--- WORK ITEM ---
An exact copy of the entries below is needed, with every picture left out.
• • • • •
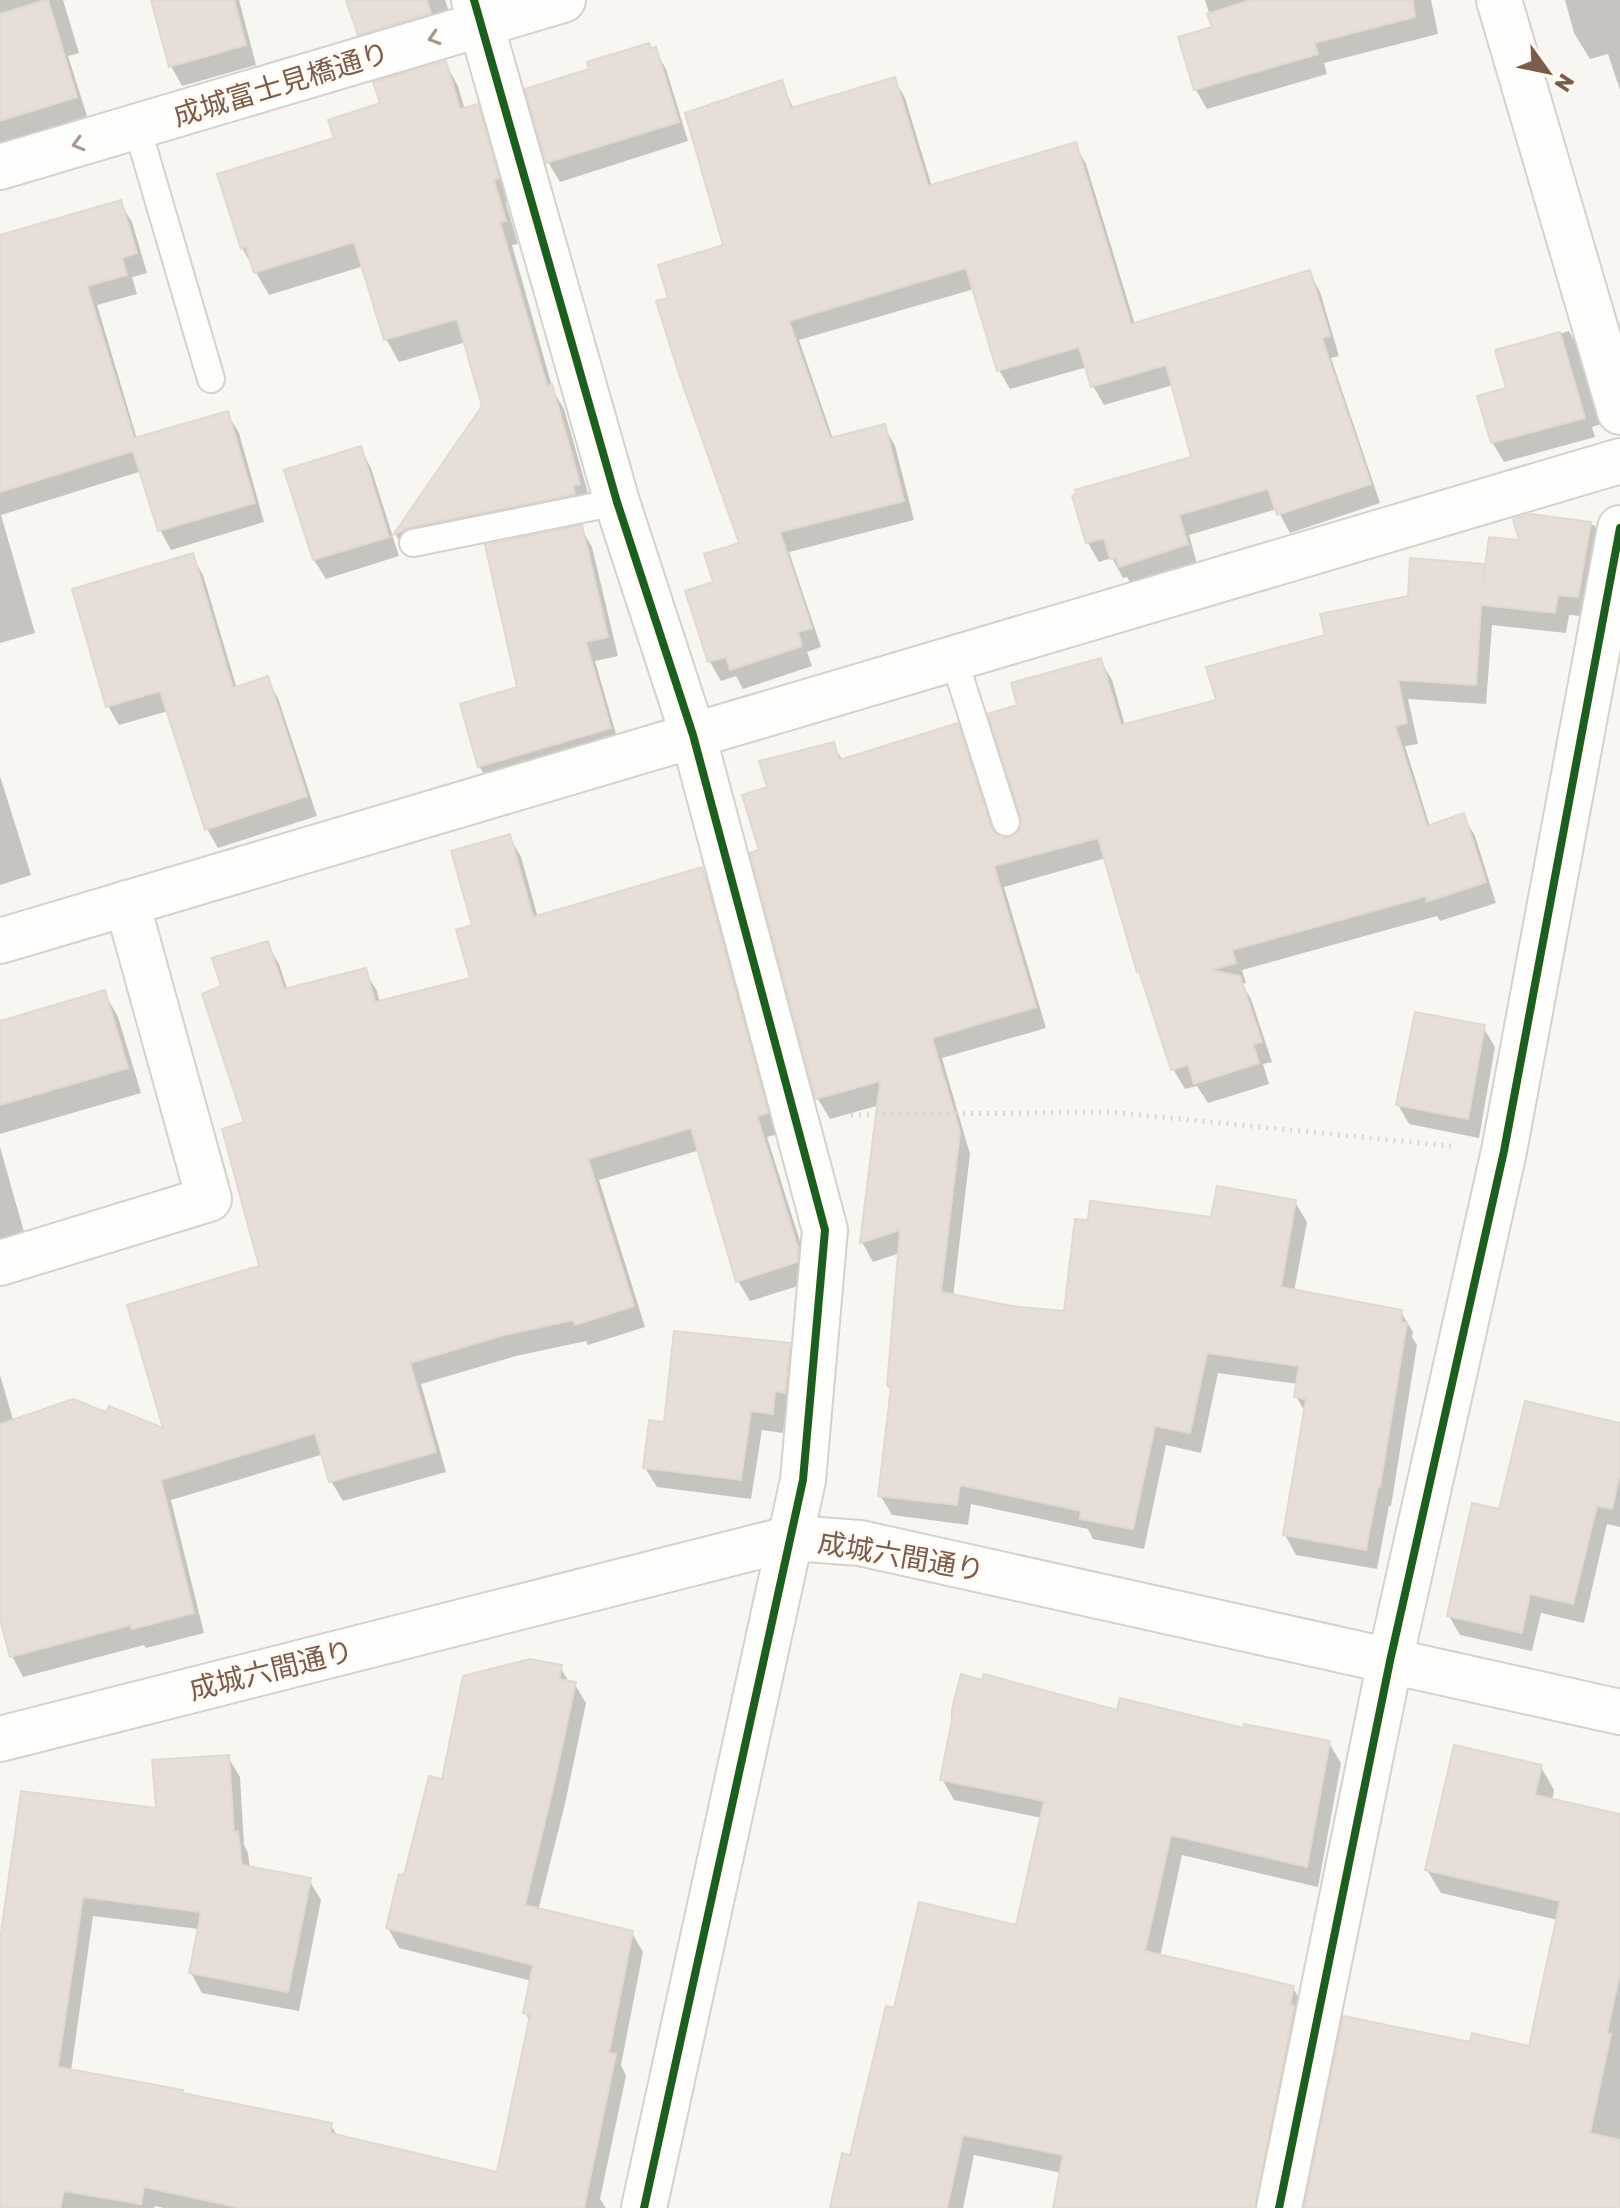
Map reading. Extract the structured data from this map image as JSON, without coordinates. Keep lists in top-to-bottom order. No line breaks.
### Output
{"streets":{"street":["成城富士見橋通り","成城六間通り"]},"one_way":["成城富士見橋通り"],"north":"bottom right"}
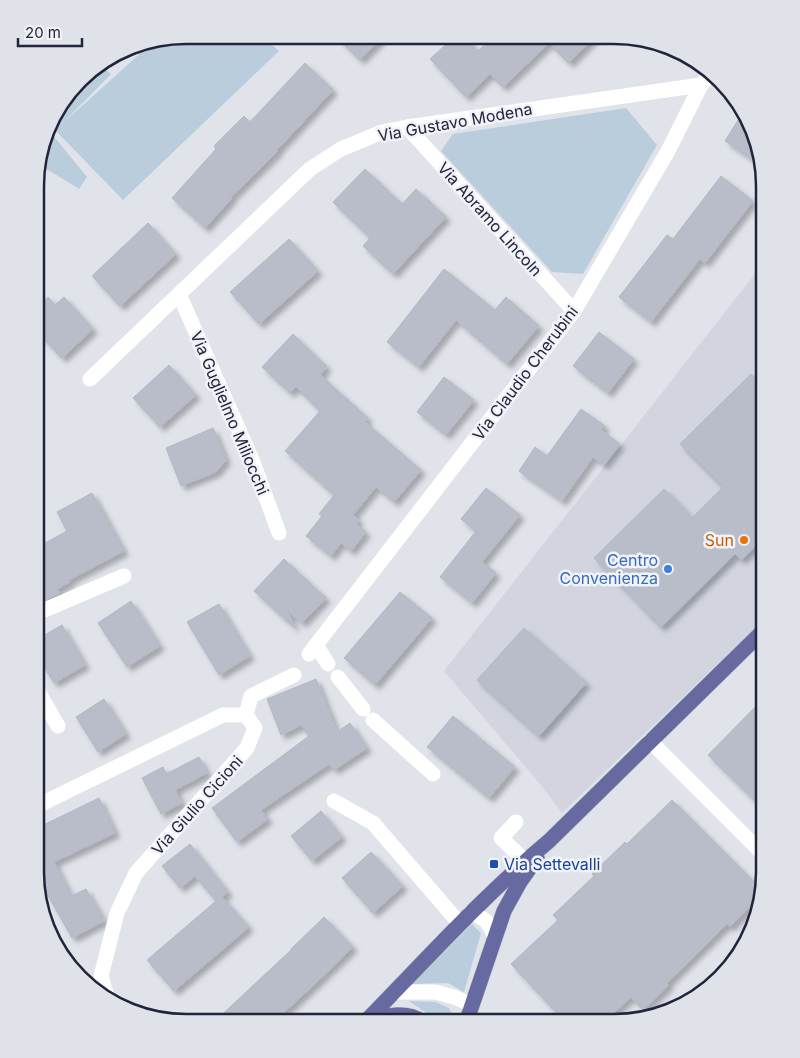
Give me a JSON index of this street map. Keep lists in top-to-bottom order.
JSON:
{
  "streets": {
    "street": [
      "Via Gustavo Modena",
      "Via Abramo Lincoln",
      "Via Claudio Cherubini",
      "Via Guglielmo Miliocchi",
      "Via Giulio Cicioni"
    ]
  },
  "crossings": [
    ["Via Gustavo Modena", "Via Abramo Lincoln"],
    ["Via Gustavo Modena", "Via Claudio Cherubini"],
    ["Via Gustavo Modena", "Via Guglielmo Miliocchi"],
    ["Via Abramo Lincoln", "Via Claudio Cherubini"]
  ],
  "places": {
    "other": ["Sun", "Centro Convenienza"],
    "transit": ["Via Settevalli"]
  },
  "scale_bar": "20 m"
}
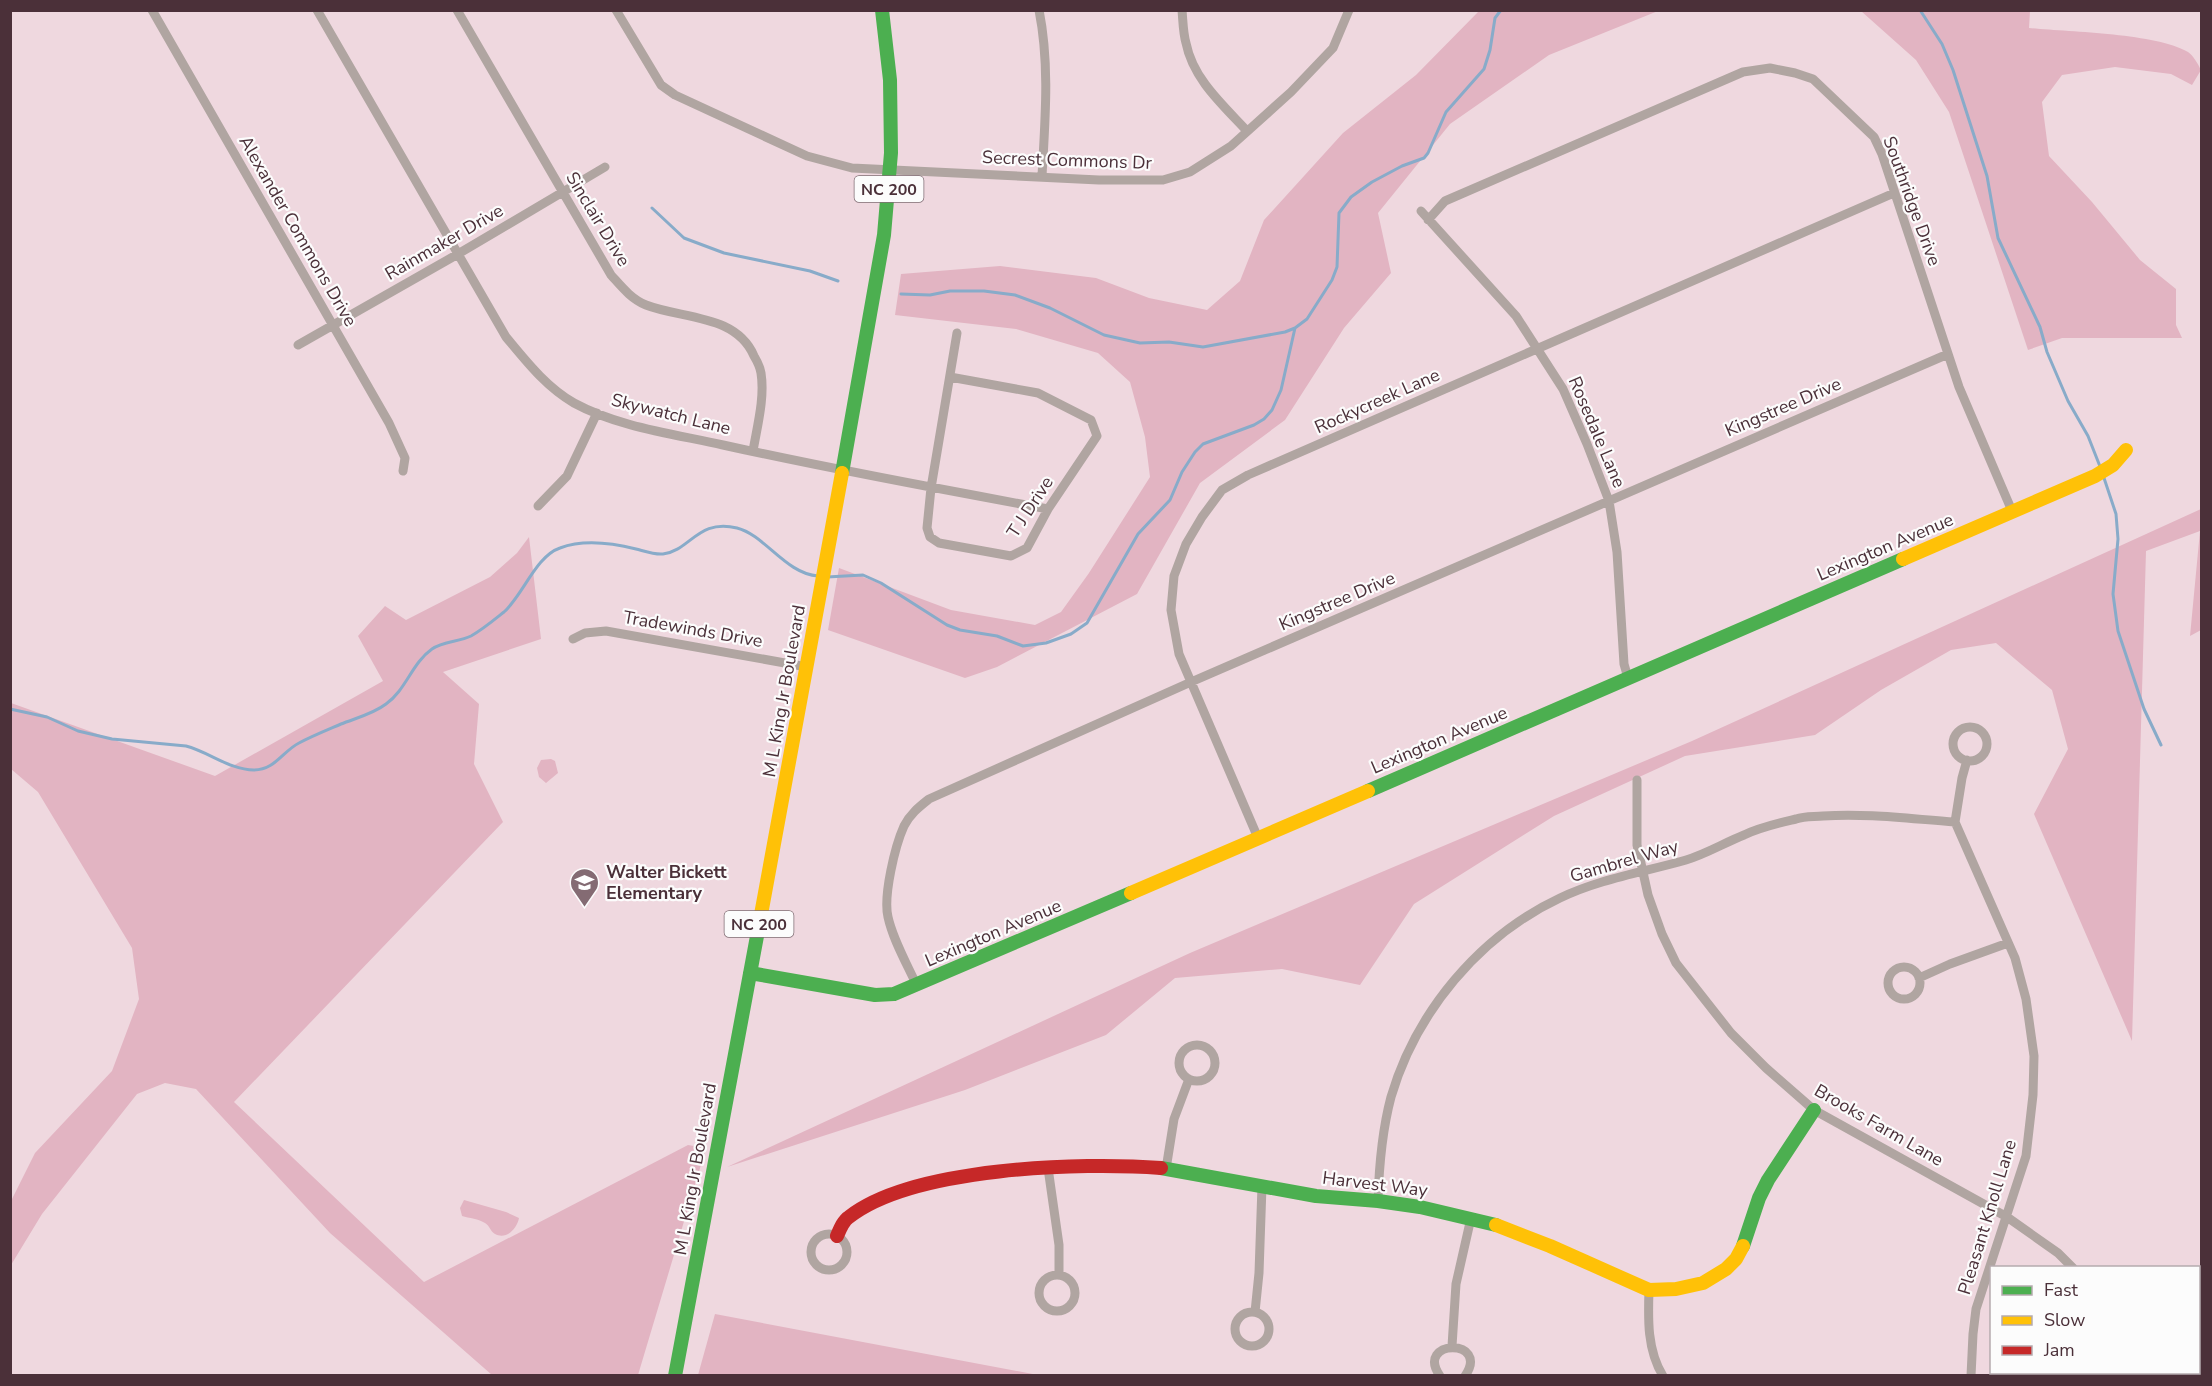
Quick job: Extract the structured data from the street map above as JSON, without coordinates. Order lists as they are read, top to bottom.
• • • • •
--- SOLVED PROBLEM ---
Map reading. Extract the structured data from this map image as JSON, without coordinates. Keep lists in top-to-bottom order. No line breaks.
### Output
{"streets":{"street":["成城富士見橋通り","成城六間通り"]},"one_way":["成城富士見橋通り"],"north":"bottom right"}
Give me a JSON index of this street map. Keep lists in top-to-bottom order.
JSON:
{
  "streets": {
    "street": [
      "Via Gustavo Modena",
      "Via Abramo Lincoln",
      "Via Claudio Cherubini",
      "Via Guglielmo Miliocchi",
      "Via Giulio Cicioni"
    ]
  },
  "crossings": [
    ["Via Gustavo Modena", "Via Abramo Lincoln"],
    ["Via Gustavo Modena", "Via Claudio Cherubini"],
    ["Via Gustavo Modena", "Via Guglielmo Miliocchi"],
    ["Via Abramo Lincoln", "Via Claudio Cherubini"]
  ],
  "places": {
    "other": ["Sun", "Centro Convenienza"],
    "transit": ["Via Settevalli"]
  },
  "scale_bar": "20 m"
}
Quick job: Extract the structured data from the street map above as JSON, without coordinates. Order lists as they are read, top to bottom.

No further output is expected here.